Construction delays have stretched out the Hippodrome’s renovation to more than two years, but work looks on track for an opening in late August —a time frame punctuated by the debut of McLane Stadium and GameDay Downtown.
Hippodrome programming director Melissa Green says there may be a little calendar jockeying ahead to make sure both major events get their share of the limelight.
“The Baylor stadium and us opening will be a double learning experience,” she said. “We’re going to work with our neighbors here ... but we want to have our grand opening, too.”
Green has in mind an opening that stretches over several days to showcase the multi-facted entertainment options the revamped theater will offer. Should renovation work finish early enough, a mid-August grand opening before Labor Day weekend and the first Baylor home game might be possible; if not, the theater might open with little fanfare, preferring to bump a grand opening into September to win maximum attention.
Still, she has some GameDay ideas — food specials from the Hippodrome restaurant, livestreaming of a Baylor game at the theater’s patio area, discounts to upcoming Hippodrome screening or events.

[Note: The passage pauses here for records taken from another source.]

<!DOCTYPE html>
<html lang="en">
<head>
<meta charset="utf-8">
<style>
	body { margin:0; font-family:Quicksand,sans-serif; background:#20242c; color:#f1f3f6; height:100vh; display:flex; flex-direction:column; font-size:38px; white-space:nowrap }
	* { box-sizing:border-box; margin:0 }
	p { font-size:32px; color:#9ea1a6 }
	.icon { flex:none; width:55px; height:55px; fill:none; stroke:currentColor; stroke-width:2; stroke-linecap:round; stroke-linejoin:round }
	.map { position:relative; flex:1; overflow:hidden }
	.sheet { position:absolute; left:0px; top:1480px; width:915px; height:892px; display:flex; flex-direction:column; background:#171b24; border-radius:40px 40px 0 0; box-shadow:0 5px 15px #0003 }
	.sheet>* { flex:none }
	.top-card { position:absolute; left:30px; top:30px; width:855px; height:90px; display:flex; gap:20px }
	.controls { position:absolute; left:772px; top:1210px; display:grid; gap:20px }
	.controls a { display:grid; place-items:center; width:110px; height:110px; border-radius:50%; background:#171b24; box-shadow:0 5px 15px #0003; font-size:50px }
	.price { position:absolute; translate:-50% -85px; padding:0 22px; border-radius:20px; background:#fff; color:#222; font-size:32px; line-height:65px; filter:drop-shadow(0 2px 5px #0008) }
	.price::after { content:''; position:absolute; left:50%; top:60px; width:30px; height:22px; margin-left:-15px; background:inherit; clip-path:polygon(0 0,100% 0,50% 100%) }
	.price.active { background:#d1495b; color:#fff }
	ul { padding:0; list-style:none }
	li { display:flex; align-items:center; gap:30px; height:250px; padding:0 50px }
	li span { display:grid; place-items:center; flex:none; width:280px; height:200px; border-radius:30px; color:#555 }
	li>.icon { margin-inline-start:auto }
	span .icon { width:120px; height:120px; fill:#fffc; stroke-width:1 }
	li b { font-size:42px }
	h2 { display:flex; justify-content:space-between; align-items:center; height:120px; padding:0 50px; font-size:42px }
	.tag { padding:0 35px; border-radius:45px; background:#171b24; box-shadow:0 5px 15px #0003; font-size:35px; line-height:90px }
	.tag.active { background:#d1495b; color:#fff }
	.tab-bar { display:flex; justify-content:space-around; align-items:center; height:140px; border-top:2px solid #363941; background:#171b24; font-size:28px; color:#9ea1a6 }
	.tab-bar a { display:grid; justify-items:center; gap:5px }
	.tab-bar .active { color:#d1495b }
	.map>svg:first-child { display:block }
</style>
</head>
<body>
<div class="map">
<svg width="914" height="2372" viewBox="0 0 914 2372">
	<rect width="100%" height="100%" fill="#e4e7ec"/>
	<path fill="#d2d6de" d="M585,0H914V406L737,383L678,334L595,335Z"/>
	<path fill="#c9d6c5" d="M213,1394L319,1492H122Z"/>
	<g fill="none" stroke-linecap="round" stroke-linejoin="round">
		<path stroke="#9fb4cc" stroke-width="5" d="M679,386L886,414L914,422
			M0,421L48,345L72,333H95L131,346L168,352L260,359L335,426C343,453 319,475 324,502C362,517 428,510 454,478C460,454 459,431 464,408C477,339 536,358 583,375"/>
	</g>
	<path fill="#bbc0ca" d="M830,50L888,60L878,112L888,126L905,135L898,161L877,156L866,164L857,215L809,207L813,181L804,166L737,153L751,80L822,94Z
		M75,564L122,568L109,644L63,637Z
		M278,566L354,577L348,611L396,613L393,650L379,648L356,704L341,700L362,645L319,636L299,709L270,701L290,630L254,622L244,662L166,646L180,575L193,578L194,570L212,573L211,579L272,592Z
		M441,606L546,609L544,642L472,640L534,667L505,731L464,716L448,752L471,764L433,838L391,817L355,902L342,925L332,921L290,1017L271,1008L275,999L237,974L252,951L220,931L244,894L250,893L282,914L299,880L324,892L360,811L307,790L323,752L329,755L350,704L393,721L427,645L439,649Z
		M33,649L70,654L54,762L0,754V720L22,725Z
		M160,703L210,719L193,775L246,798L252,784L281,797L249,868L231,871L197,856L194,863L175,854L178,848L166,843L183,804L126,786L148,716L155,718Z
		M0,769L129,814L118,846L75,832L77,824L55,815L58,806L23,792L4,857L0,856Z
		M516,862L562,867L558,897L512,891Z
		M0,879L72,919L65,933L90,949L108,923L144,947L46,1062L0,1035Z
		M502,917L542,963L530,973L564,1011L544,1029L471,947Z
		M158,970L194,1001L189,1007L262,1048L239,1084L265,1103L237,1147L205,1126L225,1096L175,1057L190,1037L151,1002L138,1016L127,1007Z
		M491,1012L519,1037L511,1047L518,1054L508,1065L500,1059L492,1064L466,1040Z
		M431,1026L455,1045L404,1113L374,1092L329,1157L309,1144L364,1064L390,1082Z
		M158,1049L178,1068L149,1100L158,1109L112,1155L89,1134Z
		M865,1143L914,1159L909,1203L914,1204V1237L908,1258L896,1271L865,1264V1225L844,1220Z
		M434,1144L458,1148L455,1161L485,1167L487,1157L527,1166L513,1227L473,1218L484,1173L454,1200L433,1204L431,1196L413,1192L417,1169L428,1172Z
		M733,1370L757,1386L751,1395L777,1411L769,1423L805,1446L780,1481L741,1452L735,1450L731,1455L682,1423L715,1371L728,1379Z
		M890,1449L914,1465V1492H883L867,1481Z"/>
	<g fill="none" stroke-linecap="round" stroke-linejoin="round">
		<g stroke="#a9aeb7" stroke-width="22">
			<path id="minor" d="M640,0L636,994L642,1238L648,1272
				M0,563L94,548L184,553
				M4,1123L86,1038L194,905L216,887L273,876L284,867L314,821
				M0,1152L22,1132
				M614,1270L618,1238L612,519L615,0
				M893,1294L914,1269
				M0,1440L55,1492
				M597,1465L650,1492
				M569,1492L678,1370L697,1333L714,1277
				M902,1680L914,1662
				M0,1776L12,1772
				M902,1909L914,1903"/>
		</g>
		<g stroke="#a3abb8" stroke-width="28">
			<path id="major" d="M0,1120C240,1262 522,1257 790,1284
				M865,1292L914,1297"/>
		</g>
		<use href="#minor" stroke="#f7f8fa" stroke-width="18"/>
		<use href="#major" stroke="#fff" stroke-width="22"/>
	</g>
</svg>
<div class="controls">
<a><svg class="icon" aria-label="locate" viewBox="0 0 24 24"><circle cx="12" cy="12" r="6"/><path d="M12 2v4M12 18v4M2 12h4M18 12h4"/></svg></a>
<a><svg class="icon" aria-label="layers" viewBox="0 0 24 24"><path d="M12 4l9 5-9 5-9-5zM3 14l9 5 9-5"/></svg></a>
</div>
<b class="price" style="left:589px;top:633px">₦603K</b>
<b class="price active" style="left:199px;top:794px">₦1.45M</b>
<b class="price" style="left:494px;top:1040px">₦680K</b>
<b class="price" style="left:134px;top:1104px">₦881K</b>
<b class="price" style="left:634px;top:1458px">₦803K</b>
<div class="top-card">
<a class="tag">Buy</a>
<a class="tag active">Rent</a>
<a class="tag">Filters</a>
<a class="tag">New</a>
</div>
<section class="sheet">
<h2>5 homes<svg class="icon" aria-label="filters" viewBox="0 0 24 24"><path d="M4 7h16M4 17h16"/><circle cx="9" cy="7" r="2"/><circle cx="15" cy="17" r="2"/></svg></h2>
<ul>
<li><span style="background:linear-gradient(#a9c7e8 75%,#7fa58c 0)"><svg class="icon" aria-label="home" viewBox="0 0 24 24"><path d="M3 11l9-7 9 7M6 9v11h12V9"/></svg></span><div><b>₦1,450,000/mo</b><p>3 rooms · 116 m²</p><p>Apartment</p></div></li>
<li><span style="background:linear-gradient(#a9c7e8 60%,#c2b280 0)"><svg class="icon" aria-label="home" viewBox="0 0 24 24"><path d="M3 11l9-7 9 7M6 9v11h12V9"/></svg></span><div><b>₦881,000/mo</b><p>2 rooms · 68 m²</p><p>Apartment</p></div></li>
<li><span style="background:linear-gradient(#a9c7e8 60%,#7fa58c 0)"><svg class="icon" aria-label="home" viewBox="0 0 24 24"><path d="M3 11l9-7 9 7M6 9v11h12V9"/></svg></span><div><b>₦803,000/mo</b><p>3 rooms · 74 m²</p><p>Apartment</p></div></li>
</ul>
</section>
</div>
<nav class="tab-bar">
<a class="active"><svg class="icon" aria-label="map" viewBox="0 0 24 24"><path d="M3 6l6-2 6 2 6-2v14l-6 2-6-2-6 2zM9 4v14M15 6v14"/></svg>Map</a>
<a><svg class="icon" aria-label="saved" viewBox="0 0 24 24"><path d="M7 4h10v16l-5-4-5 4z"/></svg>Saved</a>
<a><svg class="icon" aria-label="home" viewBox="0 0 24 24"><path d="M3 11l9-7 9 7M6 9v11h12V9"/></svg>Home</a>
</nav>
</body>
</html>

Shane Turner notes that a city of more than 100,000 has plenty of people with no Baylor ties or interests.
“We’re hoping to capture them,” he said.
The initial GameDay Downtown falls in a month with two annual events with non-downtown focuses, the Margarita and Salsa Festival held Aug. 23 at Extraco Events Center and Labor Day weekend’s Westfest.
Ginsburg, whose family ran downtown Waco fixture New York Clothier for more than a century, sees GameDays joining a network of events that bring attention and people to downtown on a regular basis. He points to last spring’s coordination of Celebrate Waco, with the Art on Elm Avenue arts festival across the Brazos River and the Downtown Waco Farmers Market.
Likewise, First Fridays, a loose collection of monthly activities, specials and emphases by downtown businesses, restaurants and clubs, aims to build an entertainment-friendly atmosphere like that of Austin’s well-known Sixth Street or Dallas’ Deep Ellum.
Add GameDay Downtown and new off-football season events promised at McLane Stadium and its grounds to downtown’s current calendar, plus growing use of the Brazos River and Waco’s three riverside parks, and Waco’s river corridor may finally reach its potential.
“I call it my Yellow Brick Road,” Ginsburg said.